Projects: Cleveland Museum Of Art’s Terrific Interactive Wall
March 27, 2013 by Dave Haynes
The Cleveland Museum of Art’s $100 million renovation included a new set of interactive video walls that make really good use of touch, archives and dynamic screen layouts.
The museum’s Gallery One has a 40-foot wide multi-touch screen made up of a pair of 15-units wide by 5-units tall Christie MicroTiles, fitted with the Christie Interactivity Kit (Baanto’s ShadowSense multi-touch solution).
As many as 16 people can independently select and manipulate images of works of art shown in thumbnails on the wall. hen one is chosen, it blows up in size and dynamically reorganizes the surrounding thumbnails. People can find what interests them and load them on available iPads.
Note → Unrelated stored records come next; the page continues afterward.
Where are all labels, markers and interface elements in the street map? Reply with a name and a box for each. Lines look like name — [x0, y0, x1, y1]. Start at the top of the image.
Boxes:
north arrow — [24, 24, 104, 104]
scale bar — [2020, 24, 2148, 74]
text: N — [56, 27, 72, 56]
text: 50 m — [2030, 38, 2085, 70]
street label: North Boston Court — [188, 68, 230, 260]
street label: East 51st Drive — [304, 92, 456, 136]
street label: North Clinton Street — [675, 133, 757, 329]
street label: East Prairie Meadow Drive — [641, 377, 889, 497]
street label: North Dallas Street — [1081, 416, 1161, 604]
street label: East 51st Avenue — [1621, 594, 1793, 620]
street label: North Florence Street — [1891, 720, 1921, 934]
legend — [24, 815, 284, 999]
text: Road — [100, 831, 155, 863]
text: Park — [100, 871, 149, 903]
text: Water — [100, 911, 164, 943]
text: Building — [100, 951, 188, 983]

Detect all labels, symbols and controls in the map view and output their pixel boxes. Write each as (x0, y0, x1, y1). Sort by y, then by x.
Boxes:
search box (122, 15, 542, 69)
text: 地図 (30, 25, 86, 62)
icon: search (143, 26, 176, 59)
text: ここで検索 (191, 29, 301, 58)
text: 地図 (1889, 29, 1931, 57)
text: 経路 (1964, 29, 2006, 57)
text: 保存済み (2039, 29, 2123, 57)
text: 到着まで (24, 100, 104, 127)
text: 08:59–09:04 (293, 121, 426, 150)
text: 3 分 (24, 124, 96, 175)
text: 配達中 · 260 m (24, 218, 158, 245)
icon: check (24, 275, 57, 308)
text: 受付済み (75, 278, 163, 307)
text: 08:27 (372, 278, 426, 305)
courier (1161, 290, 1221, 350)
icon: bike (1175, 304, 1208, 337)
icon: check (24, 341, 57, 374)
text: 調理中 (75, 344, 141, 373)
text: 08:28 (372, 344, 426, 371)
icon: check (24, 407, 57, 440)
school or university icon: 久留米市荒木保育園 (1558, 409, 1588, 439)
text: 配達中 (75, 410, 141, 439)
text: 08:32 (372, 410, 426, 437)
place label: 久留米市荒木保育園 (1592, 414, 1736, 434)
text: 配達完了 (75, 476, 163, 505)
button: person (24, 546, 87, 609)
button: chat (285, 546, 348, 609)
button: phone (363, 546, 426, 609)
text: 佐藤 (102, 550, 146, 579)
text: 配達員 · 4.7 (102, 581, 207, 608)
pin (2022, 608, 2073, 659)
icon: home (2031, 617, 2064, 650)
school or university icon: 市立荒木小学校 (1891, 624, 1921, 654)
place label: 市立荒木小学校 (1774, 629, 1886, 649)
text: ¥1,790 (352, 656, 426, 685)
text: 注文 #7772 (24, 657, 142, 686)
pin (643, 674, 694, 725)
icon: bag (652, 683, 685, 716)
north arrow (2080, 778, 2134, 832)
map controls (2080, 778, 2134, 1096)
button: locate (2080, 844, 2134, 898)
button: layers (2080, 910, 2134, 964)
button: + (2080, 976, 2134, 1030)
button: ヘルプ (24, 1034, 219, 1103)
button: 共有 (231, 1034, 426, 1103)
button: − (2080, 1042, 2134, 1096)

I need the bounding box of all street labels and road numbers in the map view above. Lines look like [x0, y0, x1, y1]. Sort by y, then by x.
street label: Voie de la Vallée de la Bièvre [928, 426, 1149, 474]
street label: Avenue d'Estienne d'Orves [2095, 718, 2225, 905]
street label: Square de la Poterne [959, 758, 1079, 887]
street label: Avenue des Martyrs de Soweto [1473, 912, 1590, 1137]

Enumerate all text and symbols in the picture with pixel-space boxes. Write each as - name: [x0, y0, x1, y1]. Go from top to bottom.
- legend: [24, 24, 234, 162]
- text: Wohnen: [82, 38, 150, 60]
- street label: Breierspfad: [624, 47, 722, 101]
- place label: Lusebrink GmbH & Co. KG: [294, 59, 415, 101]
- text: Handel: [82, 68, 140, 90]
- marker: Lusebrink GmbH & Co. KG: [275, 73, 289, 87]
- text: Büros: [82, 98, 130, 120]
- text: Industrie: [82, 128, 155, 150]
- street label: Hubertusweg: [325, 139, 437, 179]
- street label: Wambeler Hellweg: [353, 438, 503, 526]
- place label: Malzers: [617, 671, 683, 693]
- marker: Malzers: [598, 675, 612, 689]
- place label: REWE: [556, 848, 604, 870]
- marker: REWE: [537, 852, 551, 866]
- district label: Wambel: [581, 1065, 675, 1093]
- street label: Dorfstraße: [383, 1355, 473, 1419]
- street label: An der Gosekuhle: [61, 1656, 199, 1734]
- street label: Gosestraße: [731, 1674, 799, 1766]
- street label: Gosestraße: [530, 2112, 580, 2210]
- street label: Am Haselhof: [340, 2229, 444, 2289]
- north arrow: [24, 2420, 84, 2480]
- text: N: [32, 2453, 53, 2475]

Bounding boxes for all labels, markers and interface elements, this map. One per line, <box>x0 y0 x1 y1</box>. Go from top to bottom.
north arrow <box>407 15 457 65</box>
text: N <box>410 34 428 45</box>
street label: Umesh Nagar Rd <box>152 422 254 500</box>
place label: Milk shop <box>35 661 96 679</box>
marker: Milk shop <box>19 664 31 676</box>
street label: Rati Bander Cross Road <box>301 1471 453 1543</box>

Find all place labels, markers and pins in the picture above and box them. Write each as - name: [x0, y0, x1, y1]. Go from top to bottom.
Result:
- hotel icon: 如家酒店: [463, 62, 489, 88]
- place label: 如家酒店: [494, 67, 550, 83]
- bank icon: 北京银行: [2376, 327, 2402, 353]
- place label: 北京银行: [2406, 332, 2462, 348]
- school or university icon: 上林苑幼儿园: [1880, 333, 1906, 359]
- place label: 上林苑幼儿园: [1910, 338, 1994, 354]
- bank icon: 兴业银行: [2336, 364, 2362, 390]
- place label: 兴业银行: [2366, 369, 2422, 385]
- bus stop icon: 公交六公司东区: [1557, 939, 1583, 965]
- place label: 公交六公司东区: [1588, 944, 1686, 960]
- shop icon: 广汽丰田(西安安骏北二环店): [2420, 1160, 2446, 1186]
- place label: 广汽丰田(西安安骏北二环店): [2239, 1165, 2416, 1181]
Here’s how it works, according to the museum:
The Collection Wall is the largest multi-touch screen in the United States—a 40-foot, interactive, microtile wall featuring over 3500 works of art from the permanent collection, most of which are on view in the galleries. The display changes every 40 seconds, grouping works by theme and type, such as time period, materials and techniques, as well as 32 curated views of the collection. It facilitates discovery and dialogue with other visitors and can serve as an orientation experience, allowing visitors to download existing tours or create their own tours to take out into the galleries on iPads. The Collection Wall enables each visitor to connect with objects in the collection in a playful and original way, making their visit a more powerful personal experience.
Standing 5 feet by 40 feet, the wall is composed of 150 Christie MicroTiles and displays more than 23 million pixels, which is the equivalent of more than twenty-three 720p HDTVs. The Christie iKit multi-touch system allows multiple users to interact with the wall, simultaneously opening as many as twenty separate interfaces across the Collection Wall to explore the collection. Software was written using open Frameworks and runs on two Windows 7 workstations supported by four Linux servers processing the video across the wall, and an RFID server managing the iPad station connectivity.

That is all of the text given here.